**Your task**
If a line in the records below holds the string "bottom", count it; give only the total.

====== Record set

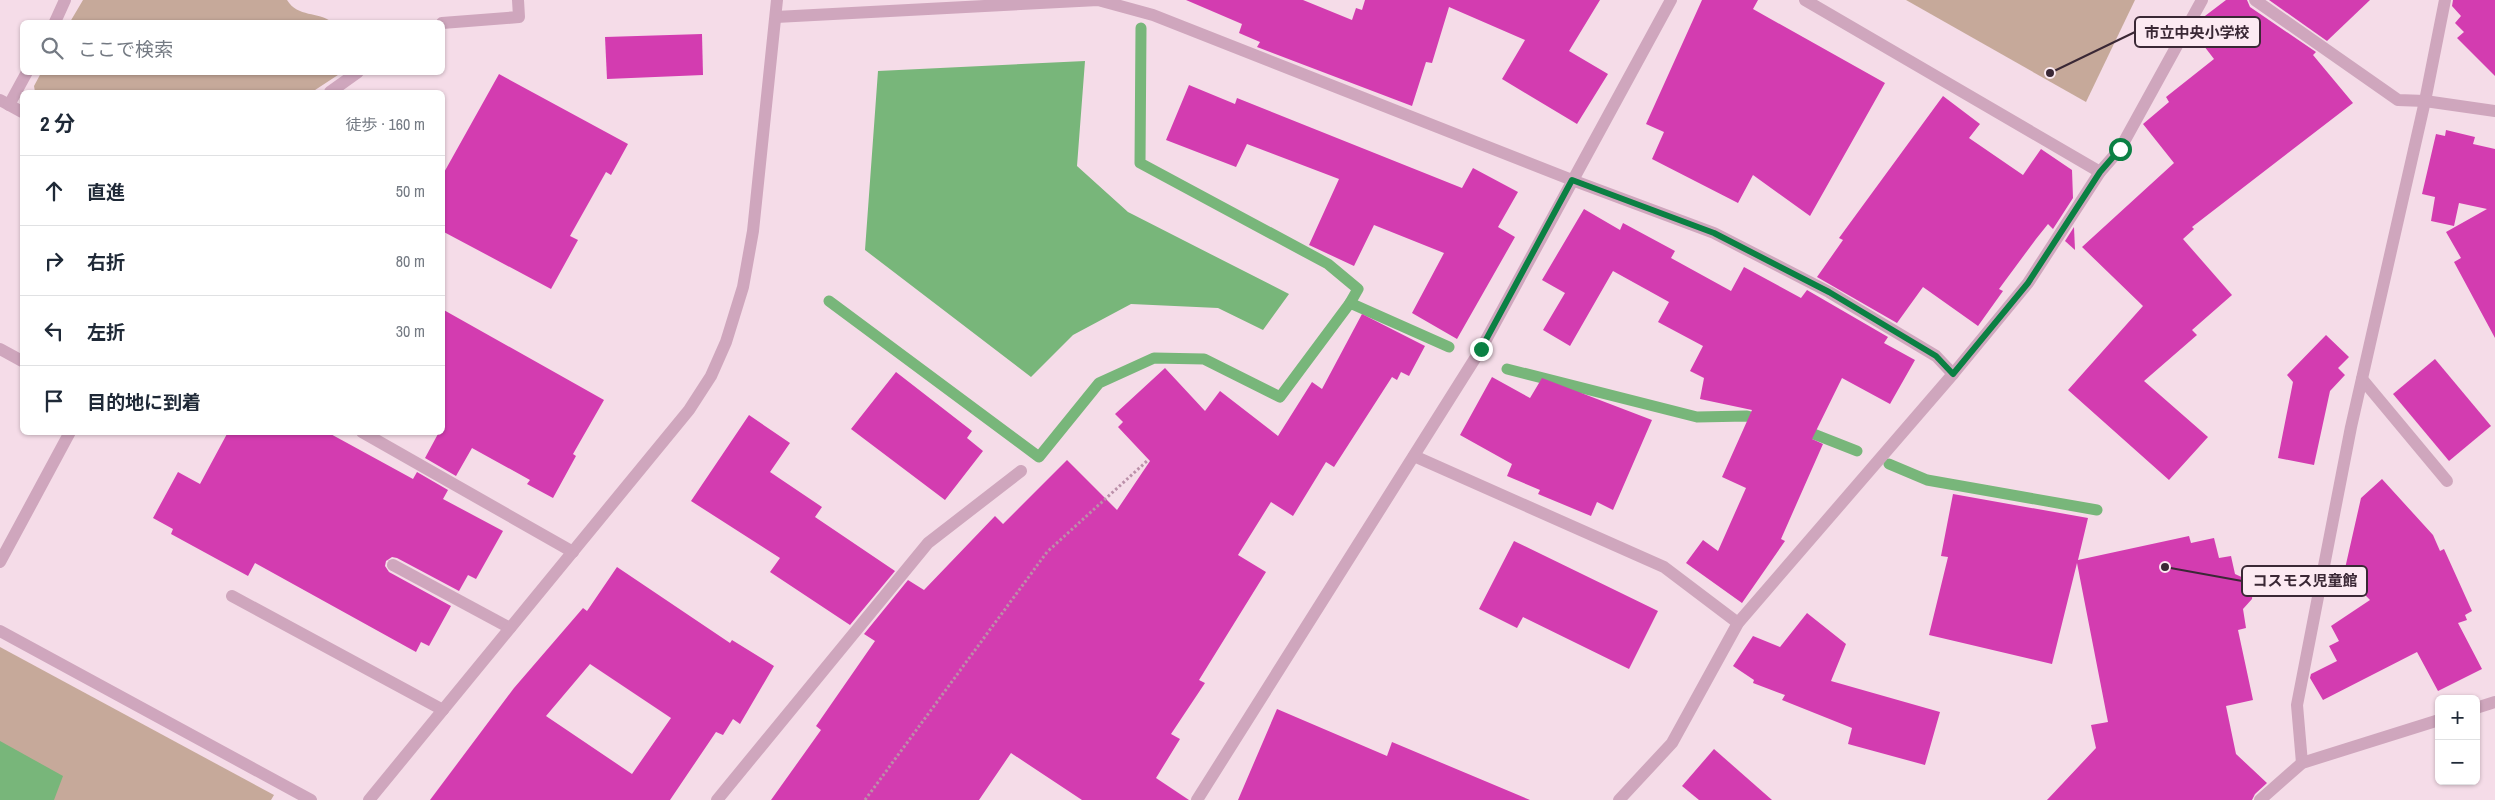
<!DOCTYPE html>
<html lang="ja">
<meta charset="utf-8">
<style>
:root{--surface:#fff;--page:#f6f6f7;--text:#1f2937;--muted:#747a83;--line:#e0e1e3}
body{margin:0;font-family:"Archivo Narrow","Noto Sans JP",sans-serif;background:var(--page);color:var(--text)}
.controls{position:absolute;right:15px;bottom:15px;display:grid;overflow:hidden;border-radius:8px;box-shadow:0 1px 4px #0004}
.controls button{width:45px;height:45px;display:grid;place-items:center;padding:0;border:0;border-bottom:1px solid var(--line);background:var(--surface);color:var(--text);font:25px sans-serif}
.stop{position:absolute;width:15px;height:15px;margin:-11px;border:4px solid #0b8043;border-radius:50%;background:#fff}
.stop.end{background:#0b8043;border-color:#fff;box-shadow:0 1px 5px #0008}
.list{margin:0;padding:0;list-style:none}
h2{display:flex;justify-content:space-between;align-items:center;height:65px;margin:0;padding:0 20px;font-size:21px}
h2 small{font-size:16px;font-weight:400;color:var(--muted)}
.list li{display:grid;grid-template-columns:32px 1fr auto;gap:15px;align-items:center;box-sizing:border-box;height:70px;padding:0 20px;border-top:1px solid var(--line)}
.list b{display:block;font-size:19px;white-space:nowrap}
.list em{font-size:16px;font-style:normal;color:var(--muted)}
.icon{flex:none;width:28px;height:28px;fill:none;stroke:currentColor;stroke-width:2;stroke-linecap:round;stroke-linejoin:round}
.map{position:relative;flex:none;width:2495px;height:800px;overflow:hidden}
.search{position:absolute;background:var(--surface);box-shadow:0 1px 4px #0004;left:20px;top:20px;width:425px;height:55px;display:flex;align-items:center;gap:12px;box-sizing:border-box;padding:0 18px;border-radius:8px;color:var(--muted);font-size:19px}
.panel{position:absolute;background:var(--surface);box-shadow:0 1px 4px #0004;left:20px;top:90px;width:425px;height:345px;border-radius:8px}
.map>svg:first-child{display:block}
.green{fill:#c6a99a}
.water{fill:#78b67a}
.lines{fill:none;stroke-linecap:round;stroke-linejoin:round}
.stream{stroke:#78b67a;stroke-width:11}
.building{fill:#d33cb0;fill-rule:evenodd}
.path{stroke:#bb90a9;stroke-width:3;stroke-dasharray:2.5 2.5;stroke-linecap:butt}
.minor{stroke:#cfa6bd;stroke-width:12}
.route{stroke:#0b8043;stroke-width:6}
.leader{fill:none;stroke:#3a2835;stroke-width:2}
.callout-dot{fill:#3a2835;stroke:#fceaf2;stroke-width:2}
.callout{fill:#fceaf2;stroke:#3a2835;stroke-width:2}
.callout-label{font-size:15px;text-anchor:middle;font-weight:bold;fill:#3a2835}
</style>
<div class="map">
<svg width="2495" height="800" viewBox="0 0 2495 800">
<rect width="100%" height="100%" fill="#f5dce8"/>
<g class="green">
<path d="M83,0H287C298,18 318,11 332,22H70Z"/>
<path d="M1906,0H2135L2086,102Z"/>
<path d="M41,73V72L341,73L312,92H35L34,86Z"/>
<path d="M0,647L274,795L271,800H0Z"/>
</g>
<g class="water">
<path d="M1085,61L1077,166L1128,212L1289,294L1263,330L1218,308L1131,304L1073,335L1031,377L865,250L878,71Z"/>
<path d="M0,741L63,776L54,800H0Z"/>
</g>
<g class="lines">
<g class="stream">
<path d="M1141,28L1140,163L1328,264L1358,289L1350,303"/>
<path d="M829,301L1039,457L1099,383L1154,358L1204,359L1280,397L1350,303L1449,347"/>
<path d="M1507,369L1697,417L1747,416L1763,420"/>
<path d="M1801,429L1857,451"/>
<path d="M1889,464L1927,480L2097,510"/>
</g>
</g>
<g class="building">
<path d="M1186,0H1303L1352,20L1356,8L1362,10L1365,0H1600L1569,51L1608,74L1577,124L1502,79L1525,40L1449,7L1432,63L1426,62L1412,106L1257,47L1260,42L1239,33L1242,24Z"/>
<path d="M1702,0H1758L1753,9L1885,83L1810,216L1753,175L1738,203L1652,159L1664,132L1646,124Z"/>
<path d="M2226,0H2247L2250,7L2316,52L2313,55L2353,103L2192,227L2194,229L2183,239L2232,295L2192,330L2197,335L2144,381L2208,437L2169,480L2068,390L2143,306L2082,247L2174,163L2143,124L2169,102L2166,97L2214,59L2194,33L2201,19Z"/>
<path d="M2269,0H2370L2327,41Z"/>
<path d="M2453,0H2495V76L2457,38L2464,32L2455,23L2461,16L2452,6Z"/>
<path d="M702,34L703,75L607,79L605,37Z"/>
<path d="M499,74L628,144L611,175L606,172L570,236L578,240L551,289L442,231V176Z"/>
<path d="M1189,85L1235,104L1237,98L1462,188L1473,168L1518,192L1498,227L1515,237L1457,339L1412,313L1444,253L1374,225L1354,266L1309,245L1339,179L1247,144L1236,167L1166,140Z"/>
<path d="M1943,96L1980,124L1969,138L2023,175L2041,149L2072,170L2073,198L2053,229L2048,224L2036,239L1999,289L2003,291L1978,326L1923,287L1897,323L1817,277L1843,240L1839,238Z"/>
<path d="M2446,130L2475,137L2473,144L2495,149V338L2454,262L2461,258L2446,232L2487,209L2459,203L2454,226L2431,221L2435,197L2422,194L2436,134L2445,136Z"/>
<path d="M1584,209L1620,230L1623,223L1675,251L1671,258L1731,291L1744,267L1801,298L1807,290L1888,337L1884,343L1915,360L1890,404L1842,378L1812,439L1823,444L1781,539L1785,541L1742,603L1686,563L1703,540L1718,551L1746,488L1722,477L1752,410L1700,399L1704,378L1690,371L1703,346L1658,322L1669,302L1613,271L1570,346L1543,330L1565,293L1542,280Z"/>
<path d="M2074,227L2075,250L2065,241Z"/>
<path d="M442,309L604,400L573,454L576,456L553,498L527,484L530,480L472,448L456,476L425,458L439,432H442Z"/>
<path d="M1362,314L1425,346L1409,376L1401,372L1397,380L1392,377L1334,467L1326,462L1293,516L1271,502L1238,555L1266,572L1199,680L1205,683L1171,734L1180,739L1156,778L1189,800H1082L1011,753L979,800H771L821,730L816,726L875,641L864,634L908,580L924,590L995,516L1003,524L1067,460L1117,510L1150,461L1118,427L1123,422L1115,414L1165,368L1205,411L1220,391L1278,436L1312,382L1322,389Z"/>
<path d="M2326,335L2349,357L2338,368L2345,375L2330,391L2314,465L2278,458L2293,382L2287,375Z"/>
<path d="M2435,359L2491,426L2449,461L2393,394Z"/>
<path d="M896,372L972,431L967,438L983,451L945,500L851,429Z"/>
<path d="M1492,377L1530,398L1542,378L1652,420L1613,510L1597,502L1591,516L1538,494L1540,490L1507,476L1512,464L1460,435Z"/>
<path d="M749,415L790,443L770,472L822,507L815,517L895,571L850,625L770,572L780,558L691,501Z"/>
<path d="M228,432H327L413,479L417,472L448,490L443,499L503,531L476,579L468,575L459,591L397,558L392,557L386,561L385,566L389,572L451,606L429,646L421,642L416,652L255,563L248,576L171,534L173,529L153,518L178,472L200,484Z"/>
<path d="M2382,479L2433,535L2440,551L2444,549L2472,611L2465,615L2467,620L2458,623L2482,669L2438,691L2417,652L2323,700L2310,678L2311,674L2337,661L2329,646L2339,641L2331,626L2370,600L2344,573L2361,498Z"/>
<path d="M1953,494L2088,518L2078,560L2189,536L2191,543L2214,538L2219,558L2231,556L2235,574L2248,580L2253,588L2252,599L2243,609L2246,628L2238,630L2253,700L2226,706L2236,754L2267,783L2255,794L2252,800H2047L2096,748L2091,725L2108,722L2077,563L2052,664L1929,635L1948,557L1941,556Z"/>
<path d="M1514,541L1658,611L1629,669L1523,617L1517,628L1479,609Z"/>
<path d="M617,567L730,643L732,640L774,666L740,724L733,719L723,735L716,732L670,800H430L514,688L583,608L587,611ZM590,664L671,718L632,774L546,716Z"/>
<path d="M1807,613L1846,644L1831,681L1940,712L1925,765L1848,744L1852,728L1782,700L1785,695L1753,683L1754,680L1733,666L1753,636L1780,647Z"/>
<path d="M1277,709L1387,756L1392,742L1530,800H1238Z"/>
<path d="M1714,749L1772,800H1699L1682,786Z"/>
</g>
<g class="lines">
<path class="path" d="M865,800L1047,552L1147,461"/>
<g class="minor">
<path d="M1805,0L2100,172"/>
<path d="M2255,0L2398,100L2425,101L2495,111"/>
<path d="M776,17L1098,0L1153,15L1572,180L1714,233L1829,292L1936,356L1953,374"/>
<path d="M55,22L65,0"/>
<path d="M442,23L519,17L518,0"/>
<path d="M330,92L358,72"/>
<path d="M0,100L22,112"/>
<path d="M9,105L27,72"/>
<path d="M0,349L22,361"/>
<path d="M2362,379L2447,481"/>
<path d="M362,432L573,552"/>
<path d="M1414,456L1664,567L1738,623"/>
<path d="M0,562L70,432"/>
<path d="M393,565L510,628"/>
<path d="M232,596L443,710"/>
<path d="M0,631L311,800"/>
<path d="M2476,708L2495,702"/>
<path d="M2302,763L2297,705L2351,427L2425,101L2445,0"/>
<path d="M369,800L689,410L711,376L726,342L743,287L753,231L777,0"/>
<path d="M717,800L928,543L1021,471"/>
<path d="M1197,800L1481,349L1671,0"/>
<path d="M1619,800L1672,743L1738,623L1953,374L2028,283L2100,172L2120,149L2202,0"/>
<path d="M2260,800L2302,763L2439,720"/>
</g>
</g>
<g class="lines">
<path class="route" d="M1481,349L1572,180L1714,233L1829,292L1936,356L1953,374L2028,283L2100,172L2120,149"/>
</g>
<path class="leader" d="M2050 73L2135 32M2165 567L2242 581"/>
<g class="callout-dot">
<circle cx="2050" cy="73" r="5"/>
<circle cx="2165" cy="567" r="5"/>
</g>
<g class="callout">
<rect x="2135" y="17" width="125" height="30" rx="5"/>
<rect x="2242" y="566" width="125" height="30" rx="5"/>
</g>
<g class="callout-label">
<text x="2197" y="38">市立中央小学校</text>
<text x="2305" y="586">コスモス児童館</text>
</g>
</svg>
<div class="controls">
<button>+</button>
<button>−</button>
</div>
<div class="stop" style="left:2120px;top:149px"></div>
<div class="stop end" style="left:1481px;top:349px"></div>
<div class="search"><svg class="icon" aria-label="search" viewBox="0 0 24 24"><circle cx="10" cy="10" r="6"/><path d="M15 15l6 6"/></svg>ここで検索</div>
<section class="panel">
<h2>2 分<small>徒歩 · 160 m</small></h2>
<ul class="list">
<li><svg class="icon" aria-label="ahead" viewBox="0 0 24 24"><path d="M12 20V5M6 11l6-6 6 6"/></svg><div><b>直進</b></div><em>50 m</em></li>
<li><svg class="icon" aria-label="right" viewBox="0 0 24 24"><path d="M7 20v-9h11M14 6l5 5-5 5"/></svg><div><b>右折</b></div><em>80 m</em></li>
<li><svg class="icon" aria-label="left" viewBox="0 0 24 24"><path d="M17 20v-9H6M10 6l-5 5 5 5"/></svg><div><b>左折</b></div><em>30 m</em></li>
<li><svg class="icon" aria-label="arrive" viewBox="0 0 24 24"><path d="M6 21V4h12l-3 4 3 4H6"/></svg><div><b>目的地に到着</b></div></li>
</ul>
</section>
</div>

============

**Solved exercise**
2